It is the state and Federal governmental policies towards the rural areas. The governments are fine with spending money in rural areas, they just don't want them to be successful.

I will give you a example.

In the 1930's, the county I live in asked the Seattle based electric company to extend electrical lines into rural areas of the county.

They said NO. We will NEVER do it.

The County said, fine and promptly condemned the privately held dam and set up a local Public Utility District(PUD) to provide electricity to ALL county residents. Yeah, there was WAY MORE electricity generated by that dam than the local residents could use.

The County then sold the "excess" electricity back to Seattle utility.

Fast forward 60 years. Bonneville Power Administration (BPA) told the County PUD that they had to provide fiber optic lines from the now THREE county owned dams, and other facilities to Portland, Oregon.

That was fine.
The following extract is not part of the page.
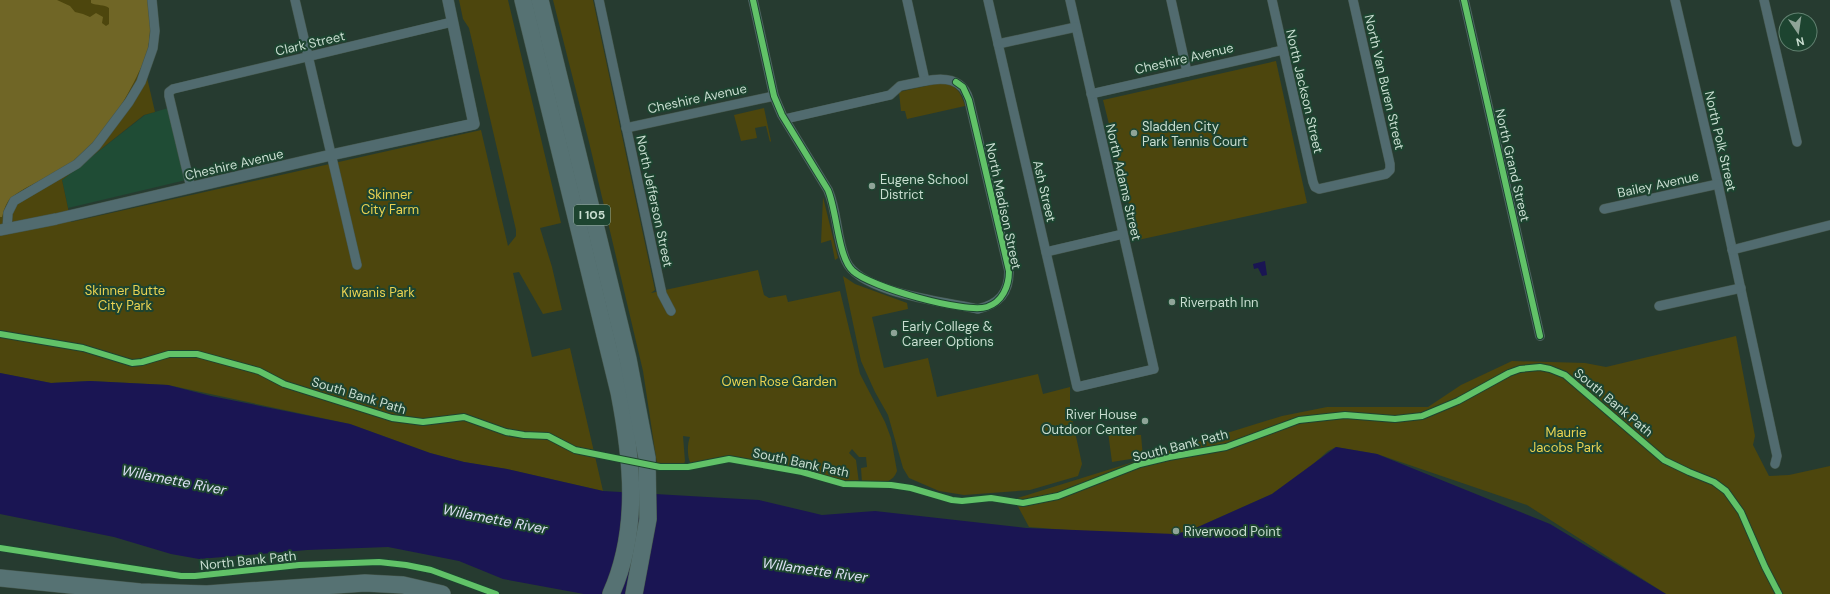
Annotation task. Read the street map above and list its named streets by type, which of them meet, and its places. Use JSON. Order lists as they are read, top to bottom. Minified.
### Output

The PUD then noticed that it was running fiber past county offices and schools and said hey, we will just give our schools and county offices HIGH SPEED INTERNET.

Then somebody at the PUD said, "well, we are providing electricity to our county residents, how about we throw in high speed internet, telephone service, and cable TV for really cheap prices"

In rural areas, it is the local government that has the capital resources for major projects. There are very few very rich businesses that can raise significant amounts of capital. In this case, the fiber project was funded by electricity sales to Seattle, Portland, Eugene, and California.

Then it hit the fan.

The Democrat Socialist Governor of the state of Washington went ballistic. He invoked the mantle of PRIVATE ENTERPRISE and loudly "proclaimed throughout Washington state that there were certain things a GOVERNMENT should NEVER DO and high speed internet was the most important thing that should be kept in private hands."

The very conservative Republican Speaker of the House in Wenatchee thundered back "that it is OUR GOVERNMENT and we can do whatever we want with it to provide services to our citizens".

The whole thing was both serious and funny.

But clearly, the Socialist Governor was NOT interested in rural economic development if it hindered his political contributors namely the telecommunication companies.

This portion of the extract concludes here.